→ DIRECTIONS: Your answer should be the lines of the data below that contain "canvas".

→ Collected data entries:
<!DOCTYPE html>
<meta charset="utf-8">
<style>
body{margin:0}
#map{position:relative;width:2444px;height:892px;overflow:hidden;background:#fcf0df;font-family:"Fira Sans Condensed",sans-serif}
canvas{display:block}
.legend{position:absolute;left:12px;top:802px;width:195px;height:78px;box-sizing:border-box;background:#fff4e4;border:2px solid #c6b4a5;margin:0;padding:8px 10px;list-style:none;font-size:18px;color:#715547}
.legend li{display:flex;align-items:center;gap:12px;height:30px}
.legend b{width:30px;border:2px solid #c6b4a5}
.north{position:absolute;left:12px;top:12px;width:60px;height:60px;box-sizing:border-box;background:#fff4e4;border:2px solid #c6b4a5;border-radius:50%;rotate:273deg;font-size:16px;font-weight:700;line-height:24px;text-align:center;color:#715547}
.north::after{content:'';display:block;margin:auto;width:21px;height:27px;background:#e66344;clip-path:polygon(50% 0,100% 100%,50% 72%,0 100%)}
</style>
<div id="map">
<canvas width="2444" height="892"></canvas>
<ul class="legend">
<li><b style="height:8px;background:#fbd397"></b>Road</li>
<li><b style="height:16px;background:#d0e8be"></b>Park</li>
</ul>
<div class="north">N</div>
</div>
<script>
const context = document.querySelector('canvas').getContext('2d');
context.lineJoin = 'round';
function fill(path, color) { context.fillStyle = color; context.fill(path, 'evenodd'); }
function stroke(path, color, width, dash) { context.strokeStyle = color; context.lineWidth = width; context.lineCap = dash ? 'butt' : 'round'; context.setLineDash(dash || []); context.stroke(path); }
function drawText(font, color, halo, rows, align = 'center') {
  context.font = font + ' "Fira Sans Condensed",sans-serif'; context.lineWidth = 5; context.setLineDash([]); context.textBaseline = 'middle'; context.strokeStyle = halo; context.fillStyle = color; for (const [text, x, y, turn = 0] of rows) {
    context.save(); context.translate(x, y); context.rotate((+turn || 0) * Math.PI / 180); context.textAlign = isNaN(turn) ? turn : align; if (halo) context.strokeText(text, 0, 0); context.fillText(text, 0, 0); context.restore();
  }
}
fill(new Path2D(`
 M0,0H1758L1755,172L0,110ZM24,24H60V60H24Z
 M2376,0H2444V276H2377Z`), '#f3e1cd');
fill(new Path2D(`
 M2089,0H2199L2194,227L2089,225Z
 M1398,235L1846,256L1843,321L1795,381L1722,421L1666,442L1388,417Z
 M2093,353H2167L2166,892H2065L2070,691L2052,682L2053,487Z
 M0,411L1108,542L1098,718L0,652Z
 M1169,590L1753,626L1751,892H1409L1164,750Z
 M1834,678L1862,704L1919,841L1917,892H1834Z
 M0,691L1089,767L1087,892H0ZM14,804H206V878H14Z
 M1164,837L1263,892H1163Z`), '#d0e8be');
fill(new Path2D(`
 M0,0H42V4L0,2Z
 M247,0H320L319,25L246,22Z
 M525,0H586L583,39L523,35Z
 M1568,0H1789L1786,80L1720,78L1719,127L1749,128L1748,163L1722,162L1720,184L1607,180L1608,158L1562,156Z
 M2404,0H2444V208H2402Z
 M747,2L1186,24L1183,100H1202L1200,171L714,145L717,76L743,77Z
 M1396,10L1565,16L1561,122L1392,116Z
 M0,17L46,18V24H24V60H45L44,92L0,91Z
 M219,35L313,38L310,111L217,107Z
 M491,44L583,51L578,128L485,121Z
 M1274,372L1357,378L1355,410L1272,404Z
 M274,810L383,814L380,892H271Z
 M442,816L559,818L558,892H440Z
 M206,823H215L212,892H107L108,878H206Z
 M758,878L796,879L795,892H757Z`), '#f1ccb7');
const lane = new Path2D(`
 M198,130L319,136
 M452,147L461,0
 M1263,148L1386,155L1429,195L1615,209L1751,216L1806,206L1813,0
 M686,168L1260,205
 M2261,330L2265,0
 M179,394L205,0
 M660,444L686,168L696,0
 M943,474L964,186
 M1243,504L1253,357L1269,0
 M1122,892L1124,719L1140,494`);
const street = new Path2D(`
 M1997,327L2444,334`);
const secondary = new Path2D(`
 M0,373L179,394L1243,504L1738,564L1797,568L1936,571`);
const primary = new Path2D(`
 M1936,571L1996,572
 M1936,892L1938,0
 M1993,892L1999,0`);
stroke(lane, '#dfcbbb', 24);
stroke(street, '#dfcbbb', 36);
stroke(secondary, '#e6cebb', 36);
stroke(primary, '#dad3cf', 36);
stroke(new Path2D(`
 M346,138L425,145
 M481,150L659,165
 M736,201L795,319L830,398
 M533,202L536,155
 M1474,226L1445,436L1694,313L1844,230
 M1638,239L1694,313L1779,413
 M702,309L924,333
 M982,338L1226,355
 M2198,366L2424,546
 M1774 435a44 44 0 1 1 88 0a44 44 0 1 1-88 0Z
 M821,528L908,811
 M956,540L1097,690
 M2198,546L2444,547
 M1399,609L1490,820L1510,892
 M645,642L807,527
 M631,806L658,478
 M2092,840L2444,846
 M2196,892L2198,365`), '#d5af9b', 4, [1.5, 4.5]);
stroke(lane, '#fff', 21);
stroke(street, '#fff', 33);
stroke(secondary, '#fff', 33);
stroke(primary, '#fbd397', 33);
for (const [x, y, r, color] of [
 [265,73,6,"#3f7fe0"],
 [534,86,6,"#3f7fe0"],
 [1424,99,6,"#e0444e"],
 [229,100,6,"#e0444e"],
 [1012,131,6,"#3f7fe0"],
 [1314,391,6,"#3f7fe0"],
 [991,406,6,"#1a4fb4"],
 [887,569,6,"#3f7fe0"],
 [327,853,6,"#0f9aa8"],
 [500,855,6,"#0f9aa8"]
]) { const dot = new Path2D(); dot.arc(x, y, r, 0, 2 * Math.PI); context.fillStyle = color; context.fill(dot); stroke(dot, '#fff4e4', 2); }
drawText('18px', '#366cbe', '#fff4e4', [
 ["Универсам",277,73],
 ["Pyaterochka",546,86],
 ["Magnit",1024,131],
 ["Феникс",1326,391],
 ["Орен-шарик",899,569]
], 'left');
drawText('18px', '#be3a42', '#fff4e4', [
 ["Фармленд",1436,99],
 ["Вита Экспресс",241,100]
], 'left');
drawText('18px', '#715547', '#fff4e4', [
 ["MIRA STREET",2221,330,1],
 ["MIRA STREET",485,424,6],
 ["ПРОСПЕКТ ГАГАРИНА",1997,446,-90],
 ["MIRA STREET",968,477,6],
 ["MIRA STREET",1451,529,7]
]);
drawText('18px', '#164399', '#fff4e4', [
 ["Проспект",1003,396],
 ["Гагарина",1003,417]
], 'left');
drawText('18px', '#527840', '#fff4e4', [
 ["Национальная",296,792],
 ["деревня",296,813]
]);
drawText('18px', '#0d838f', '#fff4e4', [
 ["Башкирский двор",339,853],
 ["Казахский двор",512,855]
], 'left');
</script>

→ FINISHED TASK:
canvas{display:block}
<canvas width="2444" height="892"></canvas>
const context = document.querySelector('canvas').getContext('2d');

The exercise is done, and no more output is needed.